Zantedeschia pentlandii

Scientific classification
- Kingdom: Plantae
- Clade: Embryophytes
- Clade: Tracheophytes
- Clade: Spermatophytes
- Clade: Angiosperms
- Clade: Monocots
- Order: Alismatales
- Family: Araceae
- Genus: Zantedeschia
- Species: Z. pentlandii
- Binomial name: Zantedeschia pentlandii (R.Whyte ex W.Watson) Wittm.

= Zantedeschia pentlandii =

- Genus: Zantedeschia
- Species: pentlandii
- Authority: (R.Whyte ex W.Watson) Wittm.

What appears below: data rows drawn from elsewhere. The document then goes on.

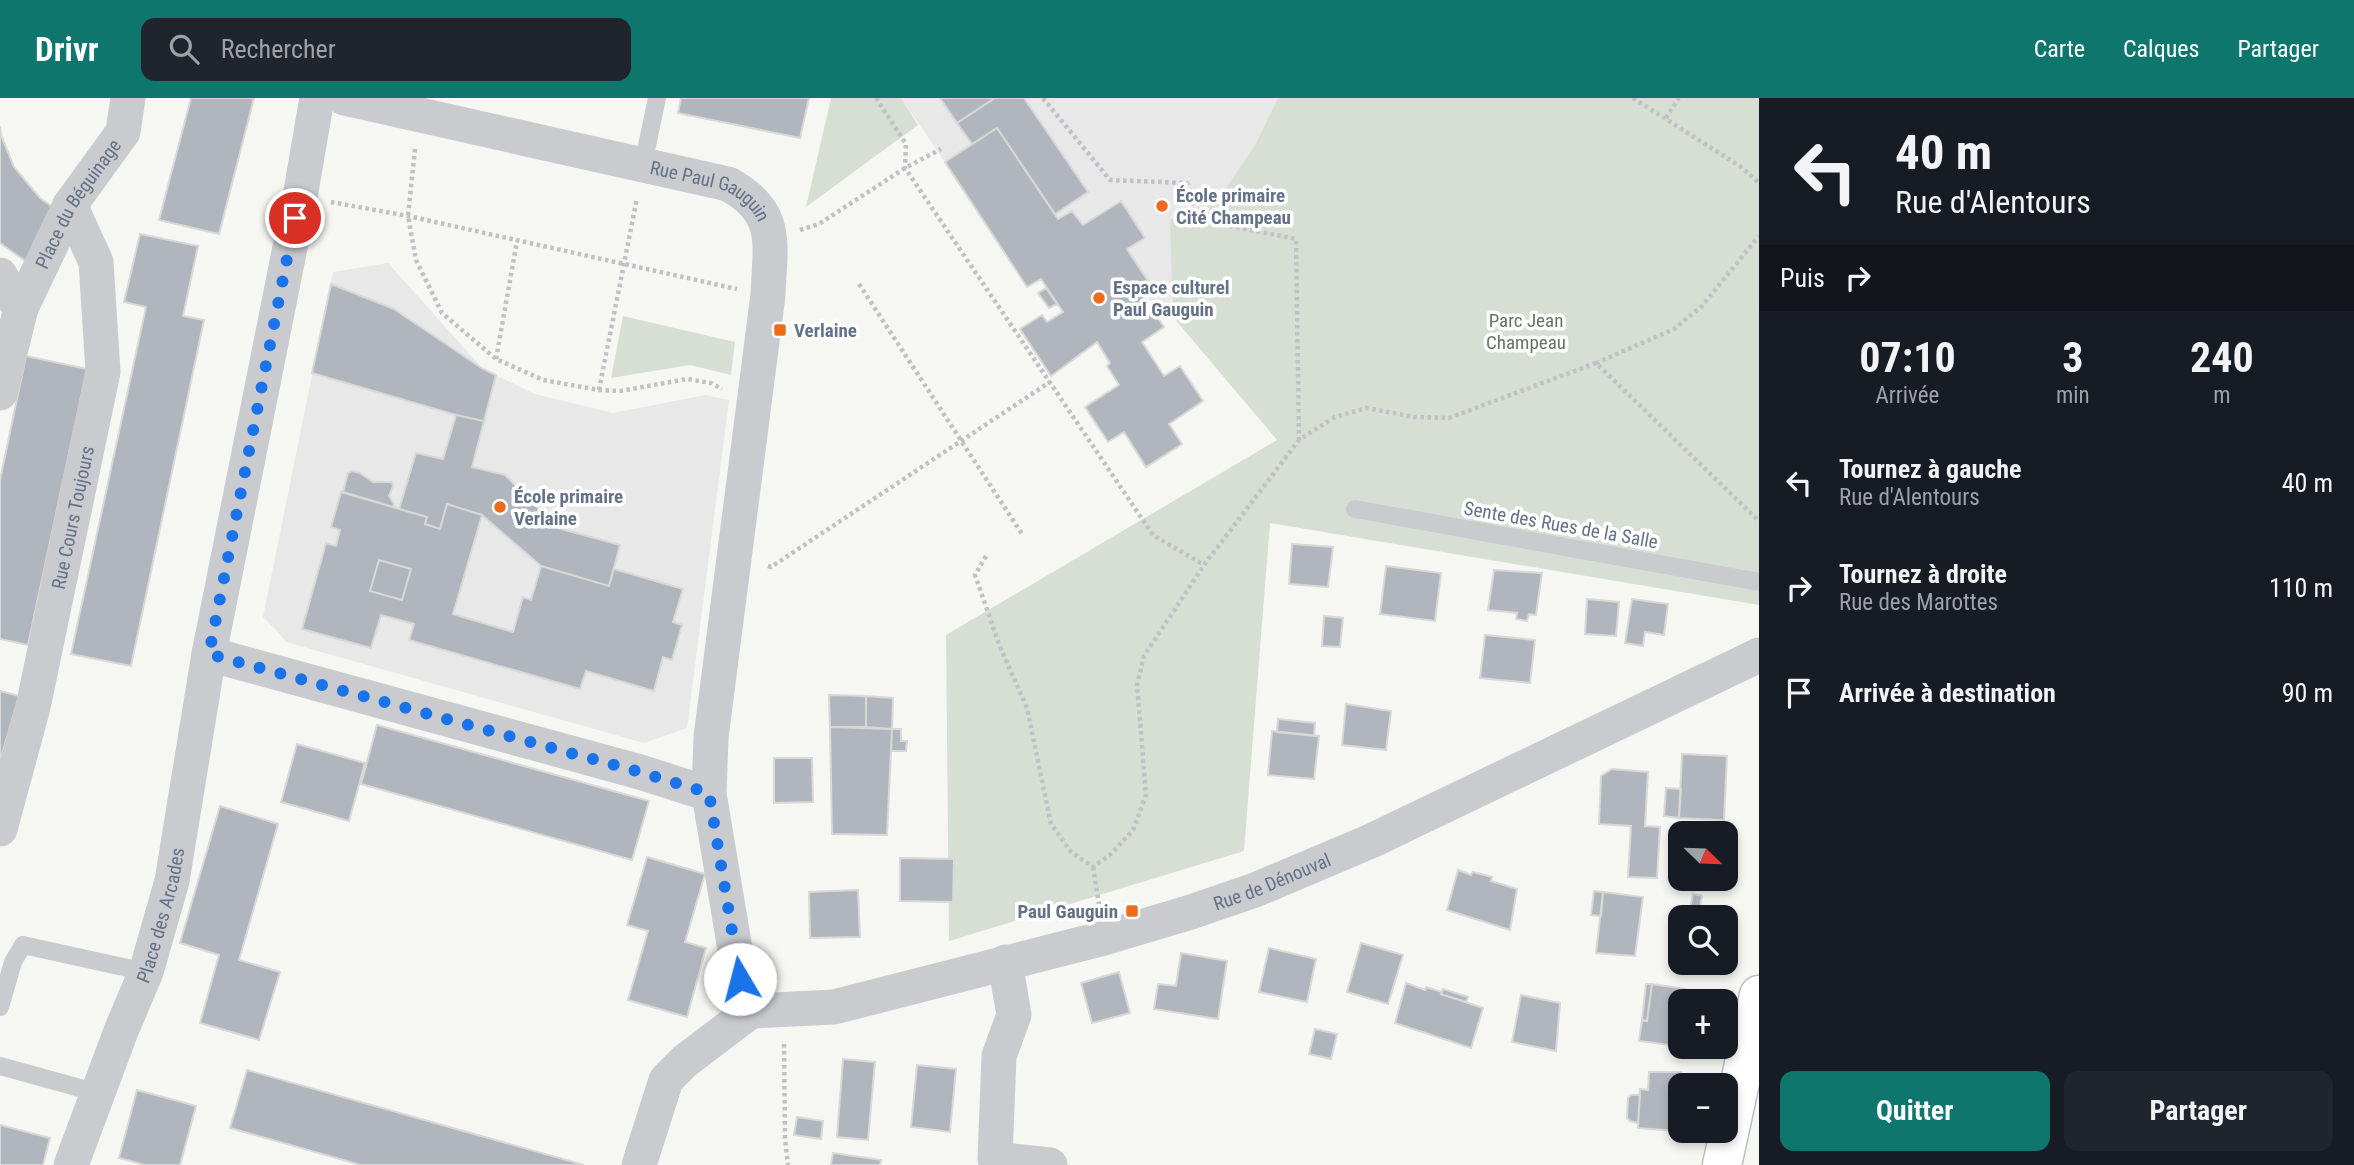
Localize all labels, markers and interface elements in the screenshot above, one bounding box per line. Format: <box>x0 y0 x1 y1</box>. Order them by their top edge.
search box <box>141 18 631 81</box>
text: Drivr <box>35 30 99 69</box>
icon: search <box>165 30 203 68</box>
text: Rechercher <box>221 34 336 64</box>
text: Carte <box>2034 35 2085 63</box>
text: Calques <box>2123 35 2199 63</box>
text: Partager <box>2237 35 2319 63</box>
text: 40 m <box>1895 124 1992 181</box>
icon: left <box>1780 126 1871 217</box>
street label: Place du Béguinage <box>30 134 126 272</box>
street label: Rue Paul Gauguin <box>648 155 775 225</box>
text: Rue d'Alentours <box>1895 183 2091 221</box>
place label: École primaire Cité Champeau <box>1176 184 1291 229</box>
pin <box>265 188 325 248</box>
marker: École primaire Cité Champeau <box>1154 198 1170 214</box>
icon: arrive <box>276 199 314 237</box>
icon: right <box>1839 259 1877 297</box>
text: Puis <box>1780 263 1825 293</box>
place label: Espace culturel Paul Gauguin <box>1113 276 1230 321</box>
marker: Espace culturel Paul Gauguin <box>1091 290 1107 306</box>
park label: Parc Jean Champeau <box>1486 309 1566 354</box>
place label: Verlaine <box>794 319 857 342</box>
marker: Verlaine <box>772 322 788 338</box>
text: 07:10 <box>1859 333 1956 382</box>
text: 3 <box>2062 333 2083 382</box>
text: 240 <box>2190 333 2254 382</box>
text: Arrivée <box>1876 382 1939 409</box>
text: min <box>2056 382 2090 409</box>
text: m <box>2213 382 2230 409</box>
street label: Rue Cours Toujours <box>46 444 99 591</box>
text: Tournez à gauche <box>1839 454 2021 484</box>
icon: left <box>1780 464 1818 502</box>
text: 40 m <box>2282 468 2333 498</box>
text: Rue d'Alentours <box>1839 484 1980 511</box>
place label: École primaire Verlaine <box>514 485 623 530</box>
street label: Sente des Rues de la Salle <box>1462 497 1660 553</box>
marker: École primaire Verlaine <box>492 499 508 515</box>
text: Tournez à droite <box>1839 559 2007 589</box>
icon: right <box>1780 569 1818 607</box>
text: 110 m <box>2269 573 2333 603</box>
text: Rue des Marottes <box>1839 589 1998 616</box>
icon: arrive <box>1780 674 1818 712</box>
text: Arrivée à destination <box>1839 678 2056 708</box>
text: 90 m <box>2282 678 2333 708</box>
north arrow <box>1668 821 1738 891</box>
map controls <box>1668 821 1738 1143</box>
street label: Place des Arcades <box>131 846 189 986</box>
street label: Rue de Dénouval <box>1210 848 1334 915</box>
place label: Paul Gauguin <box>1017 900 1118 923</box>
marker: Paul Gauguin <box>1124 903 1140 919</box>
button: search <box>1668 905 1738 975</box>
position arrow <box>703 942 777 1016</box>
button: + <box>1668 989 1738 1059</box>
button: Quitter <box>1780 1071 2050 1151</box>
button: Partager <box>2064 1071 2333 1151</box>
button: − <box>1668 1073 1738 1143</box>

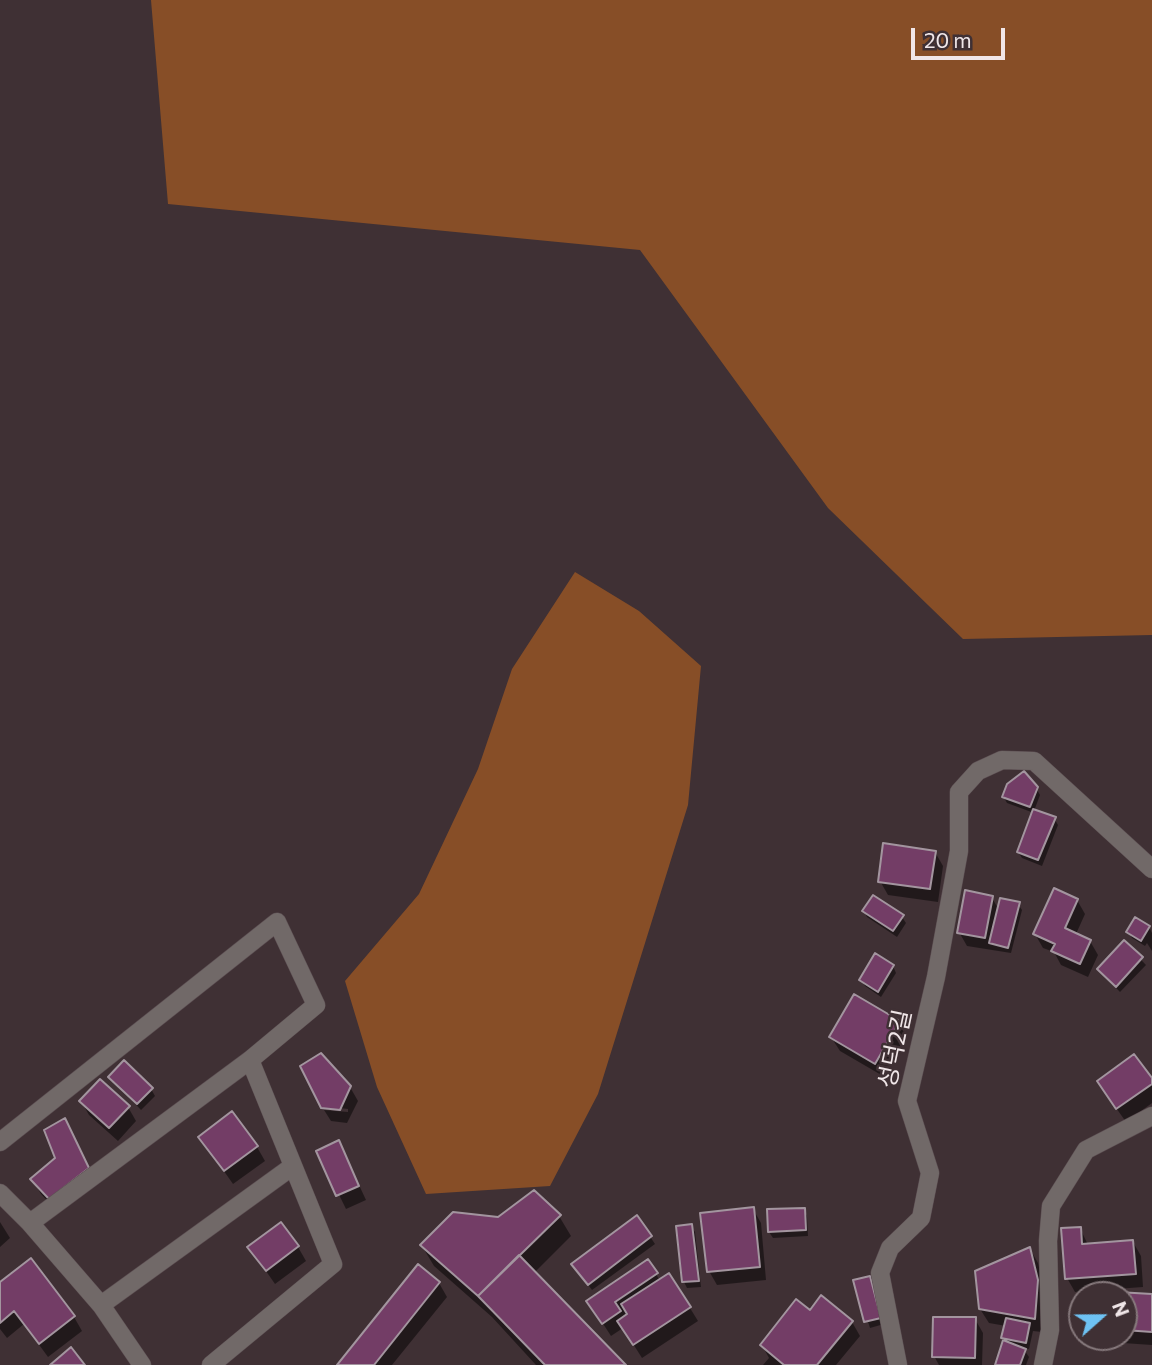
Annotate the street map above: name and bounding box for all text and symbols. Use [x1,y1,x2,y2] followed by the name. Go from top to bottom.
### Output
[914,14,1009,58] scale bar
[924,27,972,52] text: 20 m
[873,1007,917,1091] street label: 성덕2길
[1068,1281,1138,1351] north arrow
[1108,1298,1134,1320] text: N

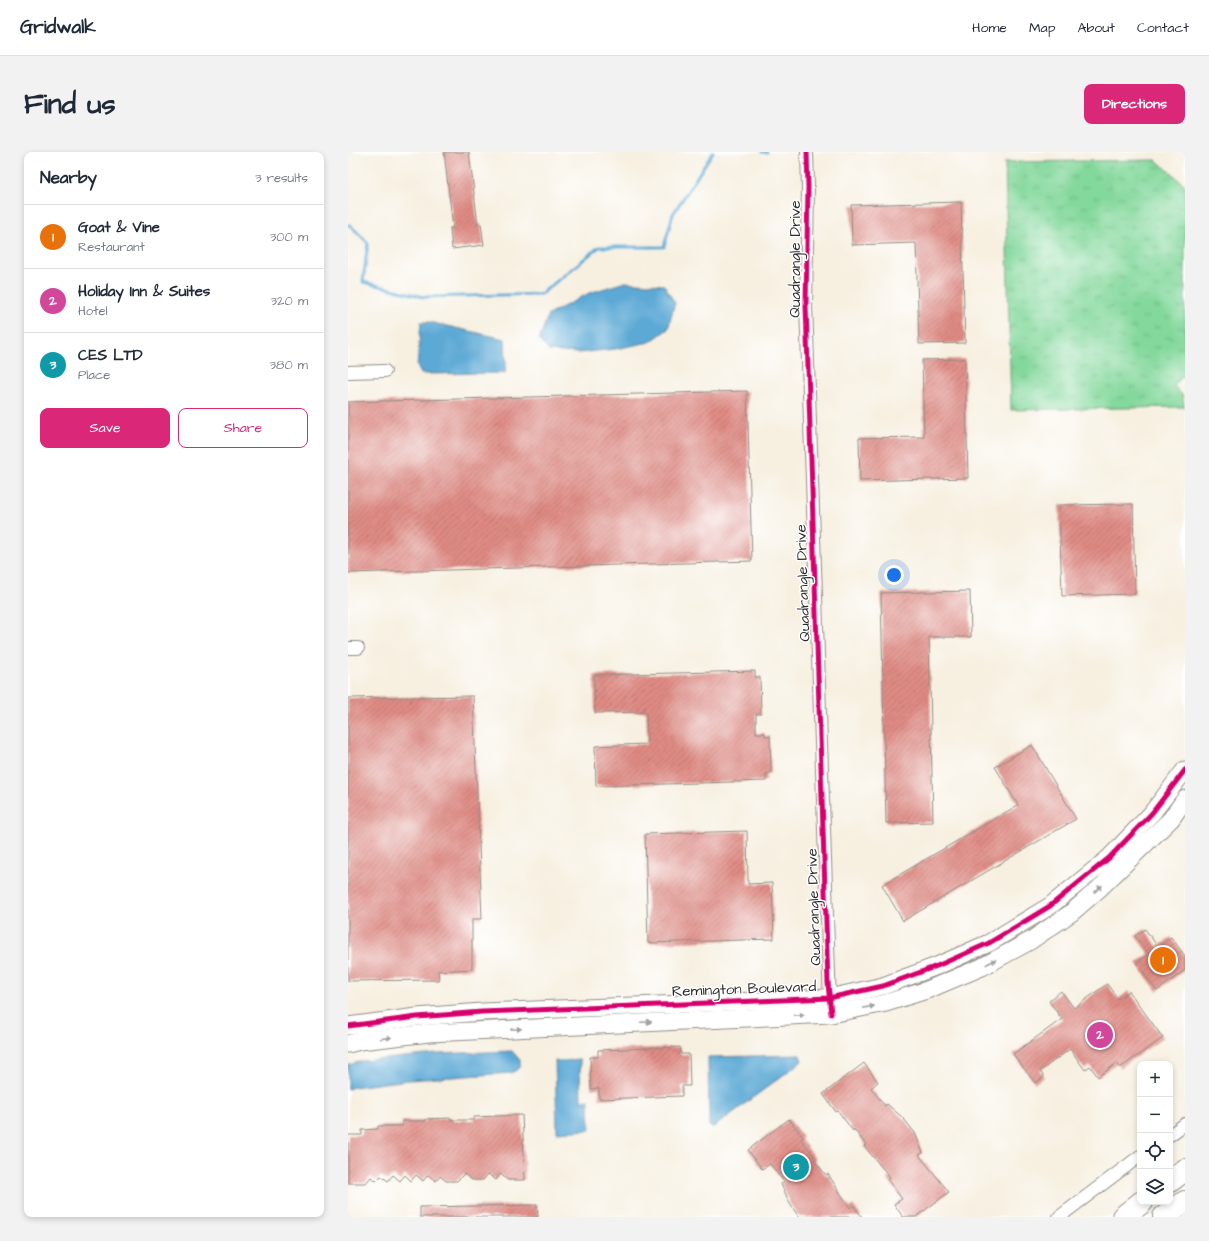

Species of flowering plant

Zantedeschia pentlandii, the Sekhukhune golden arum, is a species in the arum family, Araceae.

==Description==
It is a tuberous, perennial plant that grows from 40 to 60 cm in height. The flowers are yellow, a long narrow vein that is 8 to 9 cm and are surrounded by a yellow leathery bract with a purple spot in the base. The leaves are arrow-shaped.

==Distribution and habitat==
The plant grows in rocky grassland and open woodland between dolerite blocks. The plant is native to Mpumalanga and Limpopo where it occurs from Roossenekal to Dullstroom.

In Afrikaans, it is known as the geelvarkoor.